Third party candidates rarely obtain the majority of popular votes in any State to win all the electors from that State and in this way the general ticket prevents third party candidates from accumulating the required number of electoral votes to win the national office. Additionally, similar to ignoring regional interests via a national popular vote, the general ticket ignores regional interests within the 48 States that have instituted it[3] by completely overpowering voters in rural districts with the greater number of voters in urban ones. For example, in the 2008 Presidential election, all the electoral votes in Pennsylvania went to the party represented by blue, even though a breakdown of the State electoral map indicated the majority of congressional districts voted for the party represented by red.

The general ticket has also made a mockery of our republican form of government by moving the nation one step closer to a total democracy. Our founders established our nation as a republic not a democracy, monarchy, or an aristocracy, because they knew each of these other forms of government would lead to tyranny in one form or another. Fortunately, the general ticket was self-imposed by the States that endorsed it and can easily be rectified. The US Constitution does not have any jurisdiction over how electors are selected, so if a State chose to institute a system in which each congressional district voted for the elector of their choice with the two other electoral votes[4] going to the candidate who wins the majority of districts in the State, they could do so by voting it in via their legislature.  If all the States adopted this alternative system, it would provide opportunity for third party candidates to win the Presidency by requiring each candidate to individually compete for every congressional district in the nation, and this would also restore the electoral voice to people living in rural districts of each State.

The final most common complaint against the Electoral College is that it potentially allows a bad-faith elector to “steal” the will of the people by not voting for the candidate the majority selected. This is an issue easily rectified by State legislatures. State legislatures need only pass a law requiring electors to vote for the candidate selected by the majority of voters in the district they represent and this issue would become a non-issue.

Although, getting all or a majority of States to adopt a Congressional district Electoral College model is easier said than done, it is far better than forcing an alternative system upon the nation by a constitutional amendment. A constitutional amendment of this kind would not be beneficial to the American people, because it would give more power to the national government to regulate voting privileges in each State and further strip power from the States and people by centralizing it at the national level.

The Electoral College is an ingenious system developed by our founders that we would do well to not only preserve, but restore to its original intent. We are a nation with diverse interests and the only way to preserve this diversity, while still remaining unified nationally, is to retain the most government power at the local level, closest to the people.

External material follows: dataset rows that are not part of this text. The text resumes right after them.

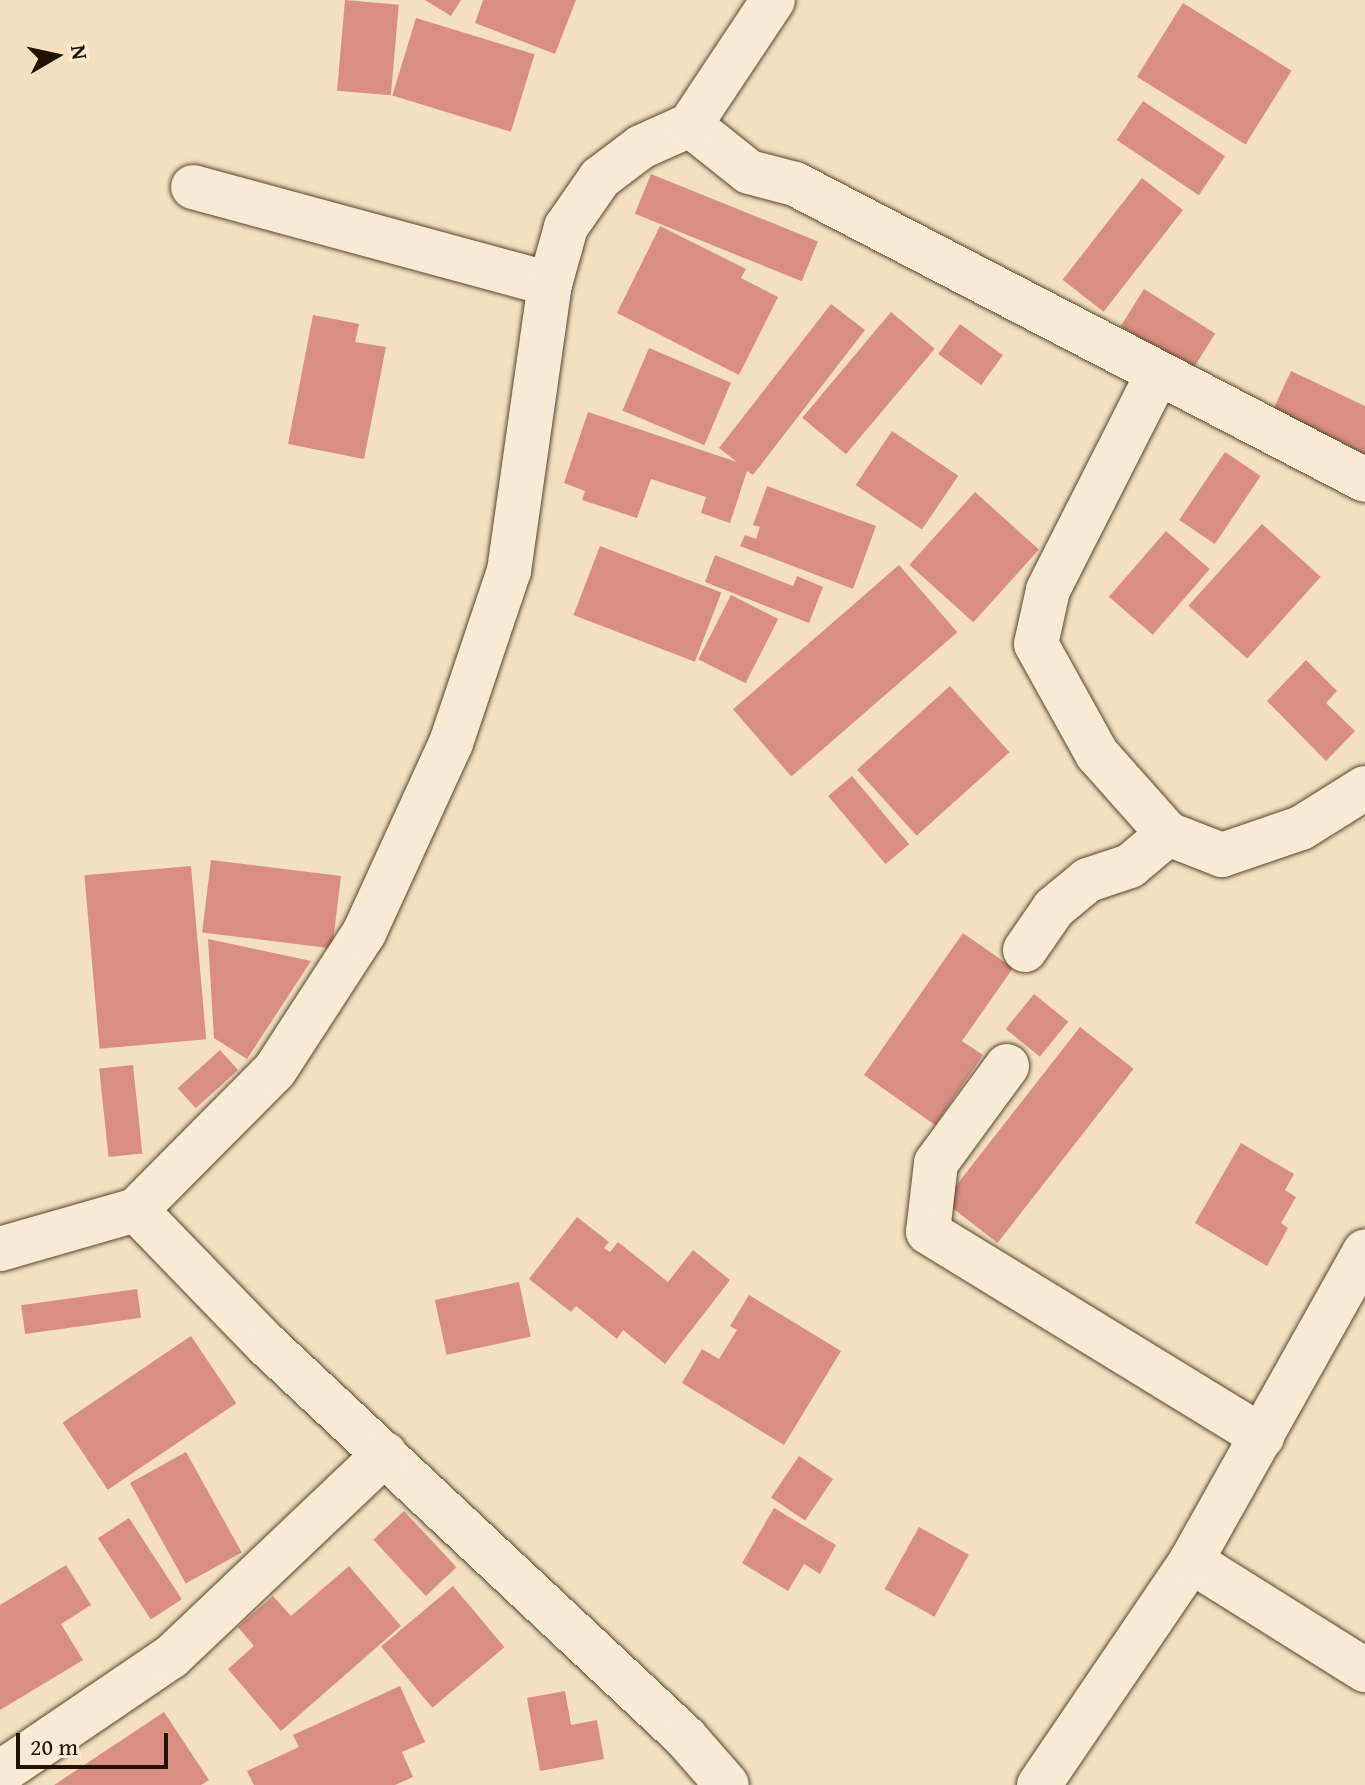 <!DOCTYPE html>
<style>
body{margin:0}
#map{position:relative;width:1365px;height:1785px;overflow:hidden;background:#f4e0be;font-family:"Gentium Book Plus",serif}
div>[style]{position:absolute}
.building>*{inset:0;background:#d88e81;transform-origin:0 0}
.roads{filter:drop-shadow(0 0 2px #564630) drop-shadow(0 0 2px #564630)}
.street>*{height:44px;margin:-22px;padding:0 22px;transform-origin:22px;border-radius:22px;background:#f8ebd5}
span{translate:-50% -50%;white-space:nowrap;text-align:center;line-height:1.15;-webkit-text-stroke:8px #f8ebd5;paint-order:stroke}
.north{position:absolute;left:16px;top:16px;width:80px;height:80px;-webkit-text-stroke:6px #f8ebd5;paint-order:stroke;rotate:81deg;font-size:22px;font-weight:700;line-height:32px;text-align:center;color:#221300}
.north::after{content:'';display:block;margin:auto;width:28px;height:36px;background:#221300;clip-path:polygon(50% 0,100% 100%,50% 72%,0 100%)}
.scale{position:absolute;left:16px;top:1733px;width:152px;height:36px;box-sizing:border-box;border:4px solid #221300;border-top:0;padding-left:10px;font-size:24px;line-height:28px;white-space:nowrap;color:#221300;-webkit-text-stroke:6px #f8ebd5;paint-order:stroke}
</style>
<div id="map">
<div class="building">
<div style="left:345px;top:0;width:54px;height:91px;rotate:5deg"></div>
<div style="clip-path:polygon(425px 0,461px 0,451px 16px)"></div>
<div style="clip-path:polygon(483px 0,576px 0,555px 54px,475px 23px)"></div>
<div style="left:1183px;top:3px;width:128px;height:87px;rotate:32deg"></div>
<div style="left:416px;top:18px;width:124px;height:81px;rotate:17deg"></div>
<div style="left:1143px;top:101px;width:99px;height:47px;rotate:34deg"></div>
<div style="left:651px;top:174px;width:180px;height:43px;rotate:22deg"></div>
<div style="left:1142px;top:178px;width:52px;height:129px;rotate:38deg"></div>
<div style="clip-path:polygon(660px 226px,746px 269px,741px 278px,778px 297px,739px 375px,617px 313px)"></div>
<div style="left:1144px;top:289px;width:84px;height:44px;rotate:32deg"></div>
<div style="clip-path:polygon(831px 304px,865px 330px,753px 475px,747px 471px,730px 523px,701px 513px,706px 497px,651px 479px,637px 518px,582px 500px,585px 491px,564px 483px,588px 412px,737px 462px,719px 448px)"></div>
<div style="left:891px;top:312px;width:57px;height:138px;rotate:40deg"></div>
<div style="clip-path:polygon(313px 315px,359px 324px,355px 342px,386px 347px,364px 459px,288px 444px)"></div>
<div style="left:960px;top:324px;width:53px;height:37px;rotate:36deg"></div>
<div style="left:649px;top:348px;width:89px;height:68px;rotate:23deg"></div>
<div style="clip-path:polygon(1291px 371px,1365px 406px,1365px 454px,1273px 410px)"></div>
<div style="left:892px;top:431px;width:80px;height:65px;rotate:34deg"></div>
<div style="left:1225px;top:452px;width:43px;height:82px;rotate:34deg"></div>
<div style="clip-path:polygon(767px 486px,876px 526px,853px 589px,740px 546px,745px 535px,756px 539px,760px 527px,753px 525px)"></div>
<div style="left:975px;top:492px;width:86px;height:98px;rotate:42deg"></div>
<div style="left:1262px;top:524px;width:79px;height:110px;rotate:42deg"></div>
<div style="left:1166px;top:531px;width:58px;height:87px;rotate:41deg"></div>
<div style="left:600px;top:546px;width:130px;height:74px;rotate:21deg"></div>
<div style="clip-path:polygon(715px 555px,793px 586px,797px 576px,823px 587px,809px 623px,705px 582px)"></div>
<div style="left:899px;top:565px;width:89px;height:220px;rotate:49deg"></div>
<div style="left:731px;top:595px;width:53px;height:72px;rotate:27deg"></div>
<div style="clip-path:polygon(1306px 660px,1337px 691px,1326px 703px,1355px 731px,1326px 761px,1267px 701px)"></div>
<div style="left:950px;top:686px;width:89px;height:125px;rotate:48deg"></div>
<div style="left:852px;top:776px;width:89px;height:31px;rotate:50deg"></div>
<div style="left:211px;top:860px;width:131px;height:73px;rotate:7deg"></div>
<div style="left:191px;top:866px;width:174px;height:107px;rotate:85deg"></div>
<div style="clip-path:polygon(963px 933px,1013px 968px,962px 1041px,983px 1055px,935px 1125px,864px 1075px)"></div>
<div style="clip-path:polygon(208px 939px,311px 961px,247px 1059px,214px 1038px)"></div>
<div style="left:1034px;top:994px;width:44px;height:45px;rotate:39deg"></div>
<div style="left:1080px;top:1027px;width:68px;height:221px;rotate:38deg"></div>
<div style="left:220px;top:1050px;width:27px;height:57px;rotate:48deg"></div>
<div style="left:133px;top:1065px;width:89px;height:34px;rotate:84deg"></div>
<div style="clip-path:polygon(1241px 1143px,1294px 1174px,1285px 1190px,1296px 1197px,1281px 1223px,1288px 1228px,1267px 1266px,1195px 1223px)"></div>
<div style="clip-path:polygon(577px 1217px,609px 1242px,604px 1248px,610px 1252px,618px 1242px,668px 1282px,693px 1250px,730px 1280px,665px 1364px,623px 1330px,617px 1339px,576px 1306px,571px 1312px,529px 1279px)"></div>
<div style="left:519px;top:1282px;width:56px;height:86px;rotate:78deg"></div>
<div style="left:137px;top:1289px;width:29px;height:117px;rotate:82deg"></div>
<div style="clip-path:polygon(749px 1295px,841px 1351px,784px 1445px,682px 1383px,702px 1349px,719px 1359px,737px 1330px,730px 1326px)"></div>
<div style="left:191px;top:1336px;width:81px;height:155px;rotate:56deg"></div>
<div style="left:186px;top:1452px;width:115px;height:64px;rotate:61deg"></div>
<div style="left:799px;top:1456px;width:41px;height:50px;rotate:34deg"></div>
<div style="clip-path:polygon(774px 1508px,836px 1545px,820px 1574px,804px 1564px,788px 1591px,742px 1563px)"></div>
<div style="left:404px;top:1511px;width:77px;height:42px;rotate:47deg"></div>
<div style="left:129px;top:1518px;width:97px;height:37px;rotate:57deg"></div>
<div style="left:919px;top:1527px;width:57px;height:71px;rotate:29deg"></div>
<div style="clip-path:polygon(66px 1565px,91px 1605px,61px 1624px,83px 1660px,0 1710px,0 1605px)"></div>
<div style="clip-path:polygon(349px 1566px,401px 1626px,281px 1731px,228px 1669px,254px 1646px,238px 1627px,273px 1596px,291px 1616px)"></div>
<div style="left:453px;top:1586px;width:80px;height:94px;rotate:50deg"></div>
<div style="clip-path:polygon(400px 1686px,425px 1742px,402px 1752px,413px 1777px,395px 1785px,254px 1785px,247px 1771px,299px 1747px,293px 1735px)"></div>
<div style="clip-path:polygon(565px 1691px,571px 1725px,597px 1720px,604px 1759px,540px 1771px,527px 1698px)"></div>
<div style="clip-path:polygon(164px 1712px,209px 1780px,201px 1785px,54px 1785px)"></div>
</div>
<div class="roads">
<div class="street">
<div style="left:690px;top:125px;width:75px;rotate:38.5deg"></div>
<div style="left:749px;top:172px;width:48px;rotate:14.6deg"></div>
<div style="left:795px;top:184px;width:642px;rotate:27.44deg"></div>
<div style="left:193px;top:187px;width:370px;rotate:15.2deg"></div>
<div style="left:1158px;top:373px;width:243px;rotate:116.9deg"></div>
<div style="left:1048px;top:590px;width:55px;rotate:102.5deg"></div>
<div style="left:1036px;top:644px;width:126px;rotate:61deg"></div>
<div style="left:1097px;top:754px;width:107px;rotate:48.4deg"></div>
<div style="left:1168px;top:834px;width:58px;rotate:21.3deg"></div>
<div style="left:1222px;top:855px;width:83px;rotate:-18.9deg"></div>
<div style="left:1301px;top:828px;width:75px;rotate:-32deg"></div>
<div style="left:1025px;top:950px;width:51px;rotate:-55.4deg"></div>
<div style="left:1054px;top:908px;width:44px;rotate:-39.5deg"></div>
<div style="left:1088px;top:880px;width:44px;rotate:-18.4deg"></div>
<div style="left:1130px;top:866px;width:50px;rotate:-40.1deg"></div>
<div style="left:1007px;top:1066px;width:120px;rotate:126.2deg"></div>
<div style="left:936px;top:1163px;width:69px;rotate:96.6deg"></div>
<div style="left:928px;top:1232px;width:392px;rotate:31.5deg"></div>
<div style="left:136px;top:1210px;width:190px;rotate:45.9deg"></div>
<div style="left:268px;top:1346px;width:573px;rotate:43.16deg"></div>
<div style="left:686px;top:1738px;width:62px;rotate:48.9deg"></div>
<div style="left:0;top:1249px;width:141px;rotate:-16deg"></div>
<div style="left:136px;top:1210px;width:197px;rotate:-45.2deg"></div>
<div style="left:275px;top:1070px;width:163px;rotate:-57deg"></div>
<div style="left:364px;top:933px;width:209px;rotate:-65.4deg"></div>
<div style="left:451px;top:743px;width:182px;rotate:-71.4deg"></div>
<div style="left:509px;top:571px;width:290px;rotate:-81.9deg"></div>
<div style="left:550px;top:284px;width:59px;rotate:-74.3deg"></div>
<div style="left:566px;top:227px;width:60px;rotate:-55.2deg"></div>
<div style="left:600px;top:178px;width:51px;rotate:-37.1deg"></div>
<div style="left:641px;top:147px;width:54px;rotate:-24.2deg"></div>
<div style="left:690px;top:125px;width:150px;rotate:-56.4deg"></div>
<div style="left:1191px;top:1561px;width:205px;rotate:32.1deg"></div>
<div style="left:0;top:1773px;width:207px;rotate:-34.2deg"></div>
<div style="left:171px;top:1657px;width:295px;rotate:-43.5deg"></div>
<div style="left:1039px;top:1785px;width:271px;rotate:-55.8deg"></div>
<div style="left:1191px;top:1561px;width:355px;rotate:-60.7deg"></div>
</div>
</div>
<div class="north">N</div>
<div class="scale">20 m</div>
</div>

The Electoral College must also be preserved to keep our republic from devolving into a total democracy, in which we will all be subject to mob rule.


[1] The District of Colombia has three Electoral College votes

[2] Currently there are 538 Electoral votes, so a simple majority is half that number (269) plus one (270 votes).

[3] Maine and Nebraska are the only two States that did not institute the general ticket.

[4] The number of Electoral College votes for each State is equivalent to the total number of US Representatives for that State and the two Senators.